Em trabalho do Map Biomas sobre o Bioma Caatinga apresentado em abril de 2021, com base no ano de 2020, a Bahia lidera em número de alertas de desmatamento, com 1692 alertas, seguida pelo Ceará com 790, Piauí com 631, Paraíba com 363, Pernambuco com 317, Rio Grande do Norte com 258, Minas Gerais com 131, Alagoas com 61 e Sergipe com 29. A relação entre os alertas de desmatamento e a extensão das áreas efetivamente desmatadas, mostra um quadro ainda mais alarmante pela sua dimensão. No ranking das áreas mais desmatadas, a Bahia persiste na liderança isolada com 32.950 ha, seguida pelo Ceará com 8950 ha, Piauí com 5523 ha, Rio Grande do Norte, com 3943 ha, Pernambuco com 3580 ha, Paraíba com 2753 ha, Minas Gerais com 2429 ha, Alagoas com 867,2 ha e Sergipe com 257,2 ha. Importante registrar que os dados apresentados pelo Map Biomas se apoiam em informações sobre o desmatamento ilegal. No caso da Bahia, o desmatamento é quase 100% legalizado pelo órgão ambiental, o que torna a situação ainda mais grave.

A persistência da posição da Bahia neste ranking, inclusive para outros Biomas, como Mata Atlântica e Cerrado, amplia o alarme vermelho de que trata o VI Relatório do IPCC, confirmando a necessidade de um deslocamento socioambiental e político para o enfrentamento das circunstâncias catastróficas apontadas pelo Relatório.

Sem políticas públicas para enfrentar estes problemas e com políticas públicas oficiais de desmatamento, a Bahia demonstra incapacidade atual de contornar os desafios apresentados pelo Relatório do IPCC, o que reforça a necessidade de uma guinada nas políticas públicas socioambientais da Bahia.

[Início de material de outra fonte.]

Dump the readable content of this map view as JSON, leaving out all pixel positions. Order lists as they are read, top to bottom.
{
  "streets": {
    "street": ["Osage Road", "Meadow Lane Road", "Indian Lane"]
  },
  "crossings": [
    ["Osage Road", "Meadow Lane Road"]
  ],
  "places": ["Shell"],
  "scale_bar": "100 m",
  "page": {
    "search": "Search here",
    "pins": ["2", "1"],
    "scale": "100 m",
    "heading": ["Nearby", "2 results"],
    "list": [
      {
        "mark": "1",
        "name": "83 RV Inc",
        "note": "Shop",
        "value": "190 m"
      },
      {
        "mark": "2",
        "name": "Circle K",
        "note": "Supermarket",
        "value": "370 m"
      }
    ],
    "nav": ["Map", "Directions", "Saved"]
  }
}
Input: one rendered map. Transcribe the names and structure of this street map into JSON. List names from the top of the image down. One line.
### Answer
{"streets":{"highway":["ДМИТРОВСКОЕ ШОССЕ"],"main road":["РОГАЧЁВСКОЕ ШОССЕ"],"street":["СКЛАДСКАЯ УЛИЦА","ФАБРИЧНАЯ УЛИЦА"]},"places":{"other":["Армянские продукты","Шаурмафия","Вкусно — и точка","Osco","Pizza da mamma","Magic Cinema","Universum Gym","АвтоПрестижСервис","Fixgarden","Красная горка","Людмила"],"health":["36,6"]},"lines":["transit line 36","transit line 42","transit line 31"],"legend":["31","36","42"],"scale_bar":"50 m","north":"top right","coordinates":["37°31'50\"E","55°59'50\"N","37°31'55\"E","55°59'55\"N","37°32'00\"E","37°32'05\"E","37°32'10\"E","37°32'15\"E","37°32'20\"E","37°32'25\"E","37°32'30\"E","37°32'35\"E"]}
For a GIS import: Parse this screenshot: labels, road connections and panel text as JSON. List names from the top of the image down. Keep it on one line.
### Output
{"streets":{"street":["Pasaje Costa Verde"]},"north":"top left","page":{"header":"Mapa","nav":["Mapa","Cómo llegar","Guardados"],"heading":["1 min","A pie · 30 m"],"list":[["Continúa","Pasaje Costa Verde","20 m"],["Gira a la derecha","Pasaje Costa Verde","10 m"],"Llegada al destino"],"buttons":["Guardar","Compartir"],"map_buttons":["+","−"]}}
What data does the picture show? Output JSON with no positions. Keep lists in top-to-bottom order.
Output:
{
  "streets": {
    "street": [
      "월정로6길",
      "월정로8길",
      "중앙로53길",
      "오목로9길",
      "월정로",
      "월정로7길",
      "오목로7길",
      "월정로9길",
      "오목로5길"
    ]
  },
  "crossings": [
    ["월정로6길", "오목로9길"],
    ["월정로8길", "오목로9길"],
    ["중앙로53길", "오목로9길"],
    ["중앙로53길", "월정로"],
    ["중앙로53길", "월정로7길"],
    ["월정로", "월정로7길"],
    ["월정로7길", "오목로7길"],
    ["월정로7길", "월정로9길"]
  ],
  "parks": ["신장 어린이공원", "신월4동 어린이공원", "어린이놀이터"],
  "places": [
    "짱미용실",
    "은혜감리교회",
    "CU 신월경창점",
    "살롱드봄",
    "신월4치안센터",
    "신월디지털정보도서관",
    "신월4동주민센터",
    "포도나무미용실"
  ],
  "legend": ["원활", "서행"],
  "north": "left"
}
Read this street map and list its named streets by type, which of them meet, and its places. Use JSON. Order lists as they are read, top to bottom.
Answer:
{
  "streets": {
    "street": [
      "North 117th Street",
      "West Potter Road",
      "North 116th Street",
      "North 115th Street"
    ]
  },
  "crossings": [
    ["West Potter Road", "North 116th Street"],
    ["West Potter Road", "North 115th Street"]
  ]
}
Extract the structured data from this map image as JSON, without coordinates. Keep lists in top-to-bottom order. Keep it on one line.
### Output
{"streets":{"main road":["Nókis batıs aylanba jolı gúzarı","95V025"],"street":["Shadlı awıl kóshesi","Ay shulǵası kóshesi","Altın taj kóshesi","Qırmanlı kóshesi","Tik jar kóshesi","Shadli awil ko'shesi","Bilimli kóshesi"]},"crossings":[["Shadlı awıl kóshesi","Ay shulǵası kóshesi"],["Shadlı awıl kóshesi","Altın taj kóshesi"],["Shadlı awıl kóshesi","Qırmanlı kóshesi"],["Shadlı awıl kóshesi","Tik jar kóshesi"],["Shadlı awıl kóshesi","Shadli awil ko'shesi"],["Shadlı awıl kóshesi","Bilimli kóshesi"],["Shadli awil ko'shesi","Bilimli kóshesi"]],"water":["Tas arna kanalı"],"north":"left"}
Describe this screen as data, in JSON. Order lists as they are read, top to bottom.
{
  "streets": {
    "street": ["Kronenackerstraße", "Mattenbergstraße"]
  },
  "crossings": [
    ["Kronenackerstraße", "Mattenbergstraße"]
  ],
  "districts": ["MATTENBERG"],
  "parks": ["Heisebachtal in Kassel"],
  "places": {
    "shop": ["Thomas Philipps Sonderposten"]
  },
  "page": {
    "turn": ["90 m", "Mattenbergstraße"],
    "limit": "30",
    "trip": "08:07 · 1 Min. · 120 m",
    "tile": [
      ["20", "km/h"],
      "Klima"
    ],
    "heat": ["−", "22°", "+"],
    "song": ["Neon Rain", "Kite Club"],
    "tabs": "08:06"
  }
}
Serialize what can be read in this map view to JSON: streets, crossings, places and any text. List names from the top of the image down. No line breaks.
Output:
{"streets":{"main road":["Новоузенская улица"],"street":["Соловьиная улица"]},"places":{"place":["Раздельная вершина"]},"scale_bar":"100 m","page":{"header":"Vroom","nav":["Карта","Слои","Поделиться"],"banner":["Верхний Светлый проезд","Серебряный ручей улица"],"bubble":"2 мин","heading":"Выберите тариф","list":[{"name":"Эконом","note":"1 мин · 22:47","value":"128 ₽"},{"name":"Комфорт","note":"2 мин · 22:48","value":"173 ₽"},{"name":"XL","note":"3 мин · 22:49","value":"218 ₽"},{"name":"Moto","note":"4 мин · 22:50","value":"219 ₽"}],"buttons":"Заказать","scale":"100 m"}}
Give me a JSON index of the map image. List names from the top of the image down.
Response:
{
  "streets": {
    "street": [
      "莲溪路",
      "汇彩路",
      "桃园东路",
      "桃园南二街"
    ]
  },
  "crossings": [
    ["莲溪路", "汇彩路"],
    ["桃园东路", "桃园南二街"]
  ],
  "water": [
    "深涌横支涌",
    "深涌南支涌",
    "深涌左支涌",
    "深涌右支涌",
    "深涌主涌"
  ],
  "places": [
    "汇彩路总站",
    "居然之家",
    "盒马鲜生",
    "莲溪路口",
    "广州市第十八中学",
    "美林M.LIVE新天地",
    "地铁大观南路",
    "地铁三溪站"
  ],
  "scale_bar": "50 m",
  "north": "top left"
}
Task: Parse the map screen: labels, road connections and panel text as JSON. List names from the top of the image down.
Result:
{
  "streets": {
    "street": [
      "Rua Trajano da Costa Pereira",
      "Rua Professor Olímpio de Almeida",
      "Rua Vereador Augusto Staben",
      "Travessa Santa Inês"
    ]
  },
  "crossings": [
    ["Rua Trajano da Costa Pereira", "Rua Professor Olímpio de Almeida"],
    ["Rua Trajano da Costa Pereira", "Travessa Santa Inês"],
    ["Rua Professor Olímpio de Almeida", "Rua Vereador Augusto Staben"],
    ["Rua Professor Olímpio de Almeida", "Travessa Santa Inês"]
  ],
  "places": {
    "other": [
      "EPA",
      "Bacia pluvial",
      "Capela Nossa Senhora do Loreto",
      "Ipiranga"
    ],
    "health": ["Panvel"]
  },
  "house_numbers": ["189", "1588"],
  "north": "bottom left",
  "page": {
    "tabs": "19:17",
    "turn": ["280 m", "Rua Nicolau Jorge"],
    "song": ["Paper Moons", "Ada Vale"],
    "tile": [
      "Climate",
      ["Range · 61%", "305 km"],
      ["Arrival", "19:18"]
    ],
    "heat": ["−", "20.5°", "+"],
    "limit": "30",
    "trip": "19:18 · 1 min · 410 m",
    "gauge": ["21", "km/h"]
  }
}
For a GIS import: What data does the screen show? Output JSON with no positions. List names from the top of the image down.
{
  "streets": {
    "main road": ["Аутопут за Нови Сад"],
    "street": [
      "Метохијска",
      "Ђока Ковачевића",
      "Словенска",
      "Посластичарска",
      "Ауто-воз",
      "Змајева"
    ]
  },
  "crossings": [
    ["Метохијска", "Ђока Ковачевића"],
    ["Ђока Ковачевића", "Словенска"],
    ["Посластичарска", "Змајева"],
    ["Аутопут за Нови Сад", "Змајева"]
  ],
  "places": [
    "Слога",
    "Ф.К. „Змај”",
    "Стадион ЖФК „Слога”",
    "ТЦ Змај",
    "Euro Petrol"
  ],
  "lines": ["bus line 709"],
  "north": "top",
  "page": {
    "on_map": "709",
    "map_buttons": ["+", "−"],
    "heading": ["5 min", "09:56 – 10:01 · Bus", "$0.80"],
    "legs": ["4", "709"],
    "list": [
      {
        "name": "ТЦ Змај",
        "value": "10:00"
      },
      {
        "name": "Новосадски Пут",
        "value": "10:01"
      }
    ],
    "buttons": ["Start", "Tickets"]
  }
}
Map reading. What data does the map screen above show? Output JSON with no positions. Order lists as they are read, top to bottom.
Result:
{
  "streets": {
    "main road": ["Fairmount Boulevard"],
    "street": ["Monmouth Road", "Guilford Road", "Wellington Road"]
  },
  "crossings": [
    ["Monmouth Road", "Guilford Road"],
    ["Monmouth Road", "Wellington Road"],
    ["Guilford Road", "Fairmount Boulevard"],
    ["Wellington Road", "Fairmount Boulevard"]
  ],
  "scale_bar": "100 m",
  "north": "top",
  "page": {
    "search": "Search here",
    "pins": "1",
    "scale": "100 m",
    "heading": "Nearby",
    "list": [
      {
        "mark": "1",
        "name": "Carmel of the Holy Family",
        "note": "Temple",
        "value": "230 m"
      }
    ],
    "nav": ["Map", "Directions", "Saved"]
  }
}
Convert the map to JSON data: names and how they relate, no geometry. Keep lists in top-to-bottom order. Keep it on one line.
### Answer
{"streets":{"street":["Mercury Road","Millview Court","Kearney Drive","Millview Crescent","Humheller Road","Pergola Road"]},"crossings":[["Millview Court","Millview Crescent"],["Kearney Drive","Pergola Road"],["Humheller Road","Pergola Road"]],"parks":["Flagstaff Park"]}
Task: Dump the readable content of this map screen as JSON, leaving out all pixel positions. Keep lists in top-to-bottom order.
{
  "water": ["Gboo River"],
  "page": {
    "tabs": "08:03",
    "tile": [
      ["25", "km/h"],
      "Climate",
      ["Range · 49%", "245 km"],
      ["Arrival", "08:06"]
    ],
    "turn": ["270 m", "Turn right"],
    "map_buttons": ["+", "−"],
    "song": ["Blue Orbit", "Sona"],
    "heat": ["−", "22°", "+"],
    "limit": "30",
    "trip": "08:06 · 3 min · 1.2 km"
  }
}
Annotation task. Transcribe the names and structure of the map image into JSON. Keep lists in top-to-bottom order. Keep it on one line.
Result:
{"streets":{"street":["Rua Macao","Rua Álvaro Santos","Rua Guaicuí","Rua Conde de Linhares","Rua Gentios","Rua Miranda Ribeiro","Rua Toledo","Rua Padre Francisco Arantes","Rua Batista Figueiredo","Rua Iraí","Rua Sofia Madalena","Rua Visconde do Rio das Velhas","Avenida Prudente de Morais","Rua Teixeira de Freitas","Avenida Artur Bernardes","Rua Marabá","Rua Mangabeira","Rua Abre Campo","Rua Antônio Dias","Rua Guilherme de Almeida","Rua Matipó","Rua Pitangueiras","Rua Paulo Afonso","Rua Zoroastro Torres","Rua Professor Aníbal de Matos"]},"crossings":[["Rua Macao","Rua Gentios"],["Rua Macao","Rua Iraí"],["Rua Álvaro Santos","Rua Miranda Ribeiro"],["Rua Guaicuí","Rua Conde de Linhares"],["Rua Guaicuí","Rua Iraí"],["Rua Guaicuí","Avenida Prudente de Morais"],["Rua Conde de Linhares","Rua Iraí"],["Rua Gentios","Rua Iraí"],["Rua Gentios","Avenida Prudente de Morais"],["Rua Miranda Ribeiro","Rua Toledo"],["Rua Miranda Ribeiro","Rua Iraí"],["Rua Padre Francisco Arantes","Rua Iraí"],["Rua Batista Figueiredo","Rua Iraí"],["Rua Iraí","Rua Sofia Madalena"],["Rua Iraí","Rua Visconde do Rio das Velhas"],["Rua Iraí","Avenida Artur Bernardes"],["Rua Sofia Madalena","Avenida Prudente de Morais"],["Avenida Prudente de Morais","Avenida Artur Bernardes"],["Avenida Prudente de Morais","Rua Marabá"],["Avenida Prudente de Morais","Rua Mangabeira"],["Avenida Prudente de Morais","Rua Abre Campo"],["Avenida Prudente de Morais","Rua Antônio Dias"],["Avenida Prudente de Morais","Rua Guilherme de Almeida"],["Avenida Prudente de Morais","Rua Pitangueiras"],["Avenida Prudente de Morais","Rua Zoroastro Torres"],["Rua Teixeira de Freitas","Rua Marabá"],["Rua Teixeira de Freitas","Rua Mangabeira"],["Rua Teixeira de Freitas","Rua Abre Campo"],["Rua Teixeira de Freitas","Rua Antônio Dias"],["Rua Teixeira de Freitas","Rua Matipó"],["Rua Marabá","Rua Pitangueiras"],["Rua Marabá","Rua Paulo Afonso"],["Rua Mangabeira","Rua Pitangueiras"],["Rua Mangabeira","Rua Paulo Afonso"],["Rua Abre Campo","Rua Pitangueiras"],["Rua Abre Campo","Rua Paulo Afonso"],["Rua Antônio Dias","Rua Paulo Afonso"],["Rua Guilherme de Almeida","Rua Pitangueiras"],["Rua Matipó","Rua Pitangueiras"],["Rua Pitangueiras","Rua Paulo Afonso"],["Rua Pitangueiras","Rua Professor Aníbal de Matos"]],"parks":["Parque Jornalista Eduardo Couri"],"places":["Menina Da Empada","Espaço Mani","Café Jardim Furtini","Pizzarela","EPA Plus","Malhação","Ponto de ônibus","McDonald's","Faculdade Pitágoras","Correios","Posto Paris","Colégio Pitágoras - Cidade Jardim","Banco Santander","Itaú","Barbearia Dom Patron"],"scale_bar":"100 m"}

Enquanto isto, a agricultura familiar e agroecológica cobram a regularização das terras que têm sido alvo de um nova onda de grilagem, que tem acompanhado as políticas de desmatamento oficiais, além do assédio provocado pelo uso extensivo de agrotóxicos. A Agroecologia de base familiar, sendo uma agricultura regenerativa, precisa estar no centro de um paradigma alternativo de Transição Socioecológica, que reoriente a economia do Brasil e de nosso estado.

Na Bahia, desde 2016 tramita o projeto de lei 21.916/2016, de autoria do nosso mandato que Institui a Política Estadual de Agroecologia e Produção Orgânica, que objetiva promover ações indutoras de transição agroecológica e produção orgânica, orientando o desenvolvimento sustentável e a qualidade de vida das populações nas cidades e no campo, por meio de oferta e consumo de alimentos saudáveis, com preços justos e acessíveis a todos e do uso sustentável dos recursos naturais. A transição ecológica é o único caminho para um planeta sustentável.